## Problem description
The task calls for each line of the records below in which the word "Centre" appears.

Segment Start: Material for this task

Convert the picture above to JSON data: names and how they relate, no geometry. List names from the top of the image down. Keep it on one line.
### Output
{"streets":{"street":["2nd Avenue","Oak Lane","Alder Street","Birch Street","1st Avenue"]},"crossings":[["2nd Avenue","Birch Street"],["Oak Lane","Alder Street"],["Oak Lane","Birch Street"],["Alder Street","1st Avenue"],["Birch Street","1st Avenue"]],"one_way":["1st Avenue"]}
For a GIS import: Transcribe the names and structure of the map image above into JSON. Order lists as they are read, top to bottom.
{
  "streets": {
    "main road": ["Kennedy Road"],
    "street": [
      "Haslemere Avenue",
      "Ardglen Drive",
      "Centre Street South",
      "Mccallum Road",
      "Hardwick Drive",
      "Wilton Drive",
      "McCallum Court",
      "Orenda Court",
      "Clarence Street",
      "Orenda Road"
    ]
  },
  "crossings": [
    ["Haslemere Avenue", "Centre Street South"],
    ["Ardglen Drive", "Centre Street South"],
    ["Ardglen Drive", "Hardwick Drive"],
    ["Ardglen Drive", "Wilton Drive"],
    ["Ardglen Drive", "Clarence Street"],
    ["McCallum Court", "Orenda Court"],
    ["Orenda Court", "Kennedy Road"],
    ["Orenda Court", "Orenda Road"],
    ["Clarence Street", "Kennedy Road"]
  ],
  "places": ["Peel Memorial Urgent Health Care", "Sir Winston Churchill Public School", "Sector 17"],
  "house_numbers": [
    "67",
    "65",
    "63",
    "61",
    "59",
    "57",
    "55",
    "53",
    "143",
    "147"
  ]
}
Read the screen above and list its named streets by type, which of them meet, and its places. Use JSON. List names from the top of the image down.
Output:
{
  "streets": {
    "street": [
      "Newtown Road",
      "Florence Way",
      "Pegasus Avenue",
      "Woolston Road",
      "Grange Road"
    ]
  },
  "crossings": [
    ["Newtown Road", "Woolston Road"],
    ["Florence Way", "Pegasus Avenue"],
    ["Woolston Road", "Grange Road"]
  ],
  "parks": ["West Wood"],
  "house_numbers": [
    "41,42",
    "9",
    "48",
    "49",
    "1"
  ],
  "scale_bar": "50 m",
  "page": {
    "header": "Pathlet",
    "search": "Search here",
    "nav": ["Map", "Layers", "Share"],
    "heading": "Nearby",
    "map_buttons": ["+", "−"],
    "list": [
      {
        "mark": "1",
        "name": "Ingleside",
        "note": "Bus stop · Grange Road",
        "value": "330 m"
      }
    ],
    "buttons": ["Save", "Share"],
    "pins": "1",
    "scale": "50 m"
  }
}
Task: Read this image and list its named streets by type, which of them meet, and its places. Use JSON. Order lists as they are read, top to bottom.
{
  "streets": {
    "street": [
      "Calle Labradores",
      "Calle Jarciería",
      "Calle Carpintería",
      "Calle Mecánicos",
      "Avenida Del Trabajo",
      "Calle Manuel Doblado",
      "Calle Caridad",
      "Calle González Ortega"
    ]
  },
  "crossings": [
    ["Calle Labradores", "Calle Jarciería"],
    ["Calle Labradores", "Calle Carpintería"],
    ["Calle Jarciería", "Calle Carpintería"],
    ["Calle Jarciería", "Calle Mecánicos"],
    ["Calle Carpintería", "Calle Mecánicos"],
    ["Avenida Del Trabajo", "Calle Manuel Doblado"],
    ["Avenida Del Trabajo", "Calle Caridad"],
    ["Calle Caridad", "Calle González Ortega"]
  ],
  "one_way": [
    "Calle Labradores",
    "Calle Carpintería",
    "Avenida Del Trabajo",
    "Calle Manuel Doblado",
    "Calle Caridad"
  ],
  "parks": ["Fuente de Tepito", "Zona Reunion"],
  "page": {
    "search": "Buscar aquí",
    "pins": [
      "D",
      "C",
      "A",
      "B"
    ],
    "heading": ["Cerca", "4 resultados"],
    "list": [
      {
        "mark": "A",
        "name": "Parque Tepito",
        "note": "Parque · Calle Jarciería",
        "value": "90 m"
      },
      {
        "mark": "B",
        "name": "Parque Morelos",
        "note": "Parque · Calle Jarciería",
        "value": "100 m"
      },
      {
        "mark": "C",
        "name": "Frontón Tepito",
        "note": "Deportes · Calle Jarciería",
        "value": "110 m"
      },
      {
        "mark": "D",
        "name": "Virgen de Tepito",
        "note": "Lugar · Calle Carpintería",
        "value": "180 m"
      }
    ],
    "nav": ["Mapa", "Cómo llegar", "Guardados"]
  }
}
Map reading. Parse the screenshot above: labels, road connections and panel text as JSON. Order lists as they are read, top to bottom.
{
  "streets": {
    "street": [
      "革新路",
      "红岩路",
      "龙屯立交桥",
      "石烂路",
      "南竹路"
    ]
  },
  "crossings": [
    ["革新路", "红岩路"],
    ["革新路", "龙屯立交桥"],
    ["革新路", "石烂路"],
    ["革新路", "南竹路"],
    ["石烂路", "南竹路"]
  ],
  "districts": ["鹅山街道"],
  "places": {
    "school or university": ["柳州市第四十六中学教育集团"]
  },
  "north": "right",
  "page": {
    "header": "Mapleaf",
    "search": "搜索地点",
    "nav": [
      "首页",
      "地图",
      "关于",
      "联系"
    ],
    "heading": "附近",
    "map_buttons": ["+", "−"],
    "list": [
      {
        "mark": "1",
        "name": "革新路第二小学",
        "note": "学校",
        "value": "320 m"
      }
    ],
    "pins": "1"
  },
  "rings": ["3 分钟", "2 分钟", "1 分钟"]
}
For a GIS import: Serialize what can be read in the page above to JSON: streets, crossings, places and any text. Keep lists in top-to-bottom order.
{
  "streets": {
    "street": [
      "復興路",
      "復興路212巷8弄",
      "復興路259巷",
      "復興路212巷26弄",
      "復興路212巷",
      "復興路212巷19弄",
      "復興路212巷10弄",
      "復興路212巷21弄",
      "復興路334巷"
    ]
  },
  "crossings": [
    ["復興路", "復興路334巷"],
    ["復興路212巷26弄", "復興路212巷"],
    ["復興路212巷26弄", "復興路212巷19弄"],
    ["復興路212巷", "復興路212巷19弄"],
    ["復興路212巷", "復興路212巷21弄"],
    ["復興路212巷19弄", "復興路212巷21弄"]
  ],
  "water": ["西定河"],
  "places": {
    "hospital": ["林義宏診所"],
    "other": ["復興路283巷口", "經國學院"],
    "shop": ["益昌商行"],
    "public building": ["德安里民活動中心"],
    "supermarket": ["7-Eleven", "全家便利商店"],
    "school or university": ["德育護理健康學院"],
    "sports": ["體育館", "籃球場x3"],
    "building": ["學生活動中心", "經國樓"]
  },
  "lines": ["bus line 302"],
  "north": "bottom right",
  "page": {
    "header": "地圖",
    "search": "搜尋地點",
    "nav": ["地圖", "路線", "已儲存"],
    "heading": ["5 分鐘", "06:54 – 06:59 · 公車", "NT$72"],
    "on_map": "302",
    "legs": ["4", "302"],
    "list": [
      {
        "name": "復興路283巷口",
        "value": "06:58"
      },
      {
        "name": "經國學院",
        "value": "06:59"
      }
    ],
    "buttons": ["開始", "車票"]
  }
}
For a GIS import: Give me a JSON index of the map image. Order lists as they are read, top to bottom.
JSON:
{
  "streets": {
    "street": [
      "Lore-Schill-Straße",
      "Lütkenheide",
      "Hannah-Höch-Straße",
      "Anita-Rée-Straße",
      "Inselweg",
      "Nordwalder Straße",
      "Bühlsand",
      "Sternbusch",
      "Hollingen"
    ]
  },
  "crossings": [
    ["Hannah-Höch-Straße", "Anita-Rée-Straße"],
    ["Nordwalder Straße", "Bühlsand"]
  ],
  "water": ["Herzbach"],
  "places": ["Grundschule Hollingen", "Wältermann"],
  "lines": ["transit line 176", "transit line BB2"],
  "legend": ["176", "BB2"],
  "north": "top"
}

Segment End: Material for this task

## Solved problem
      "Centre Street South",
    ["Haslemere Avenue", "Centre Street South"],
    ["Ardglen Drive", "Centre Street South"],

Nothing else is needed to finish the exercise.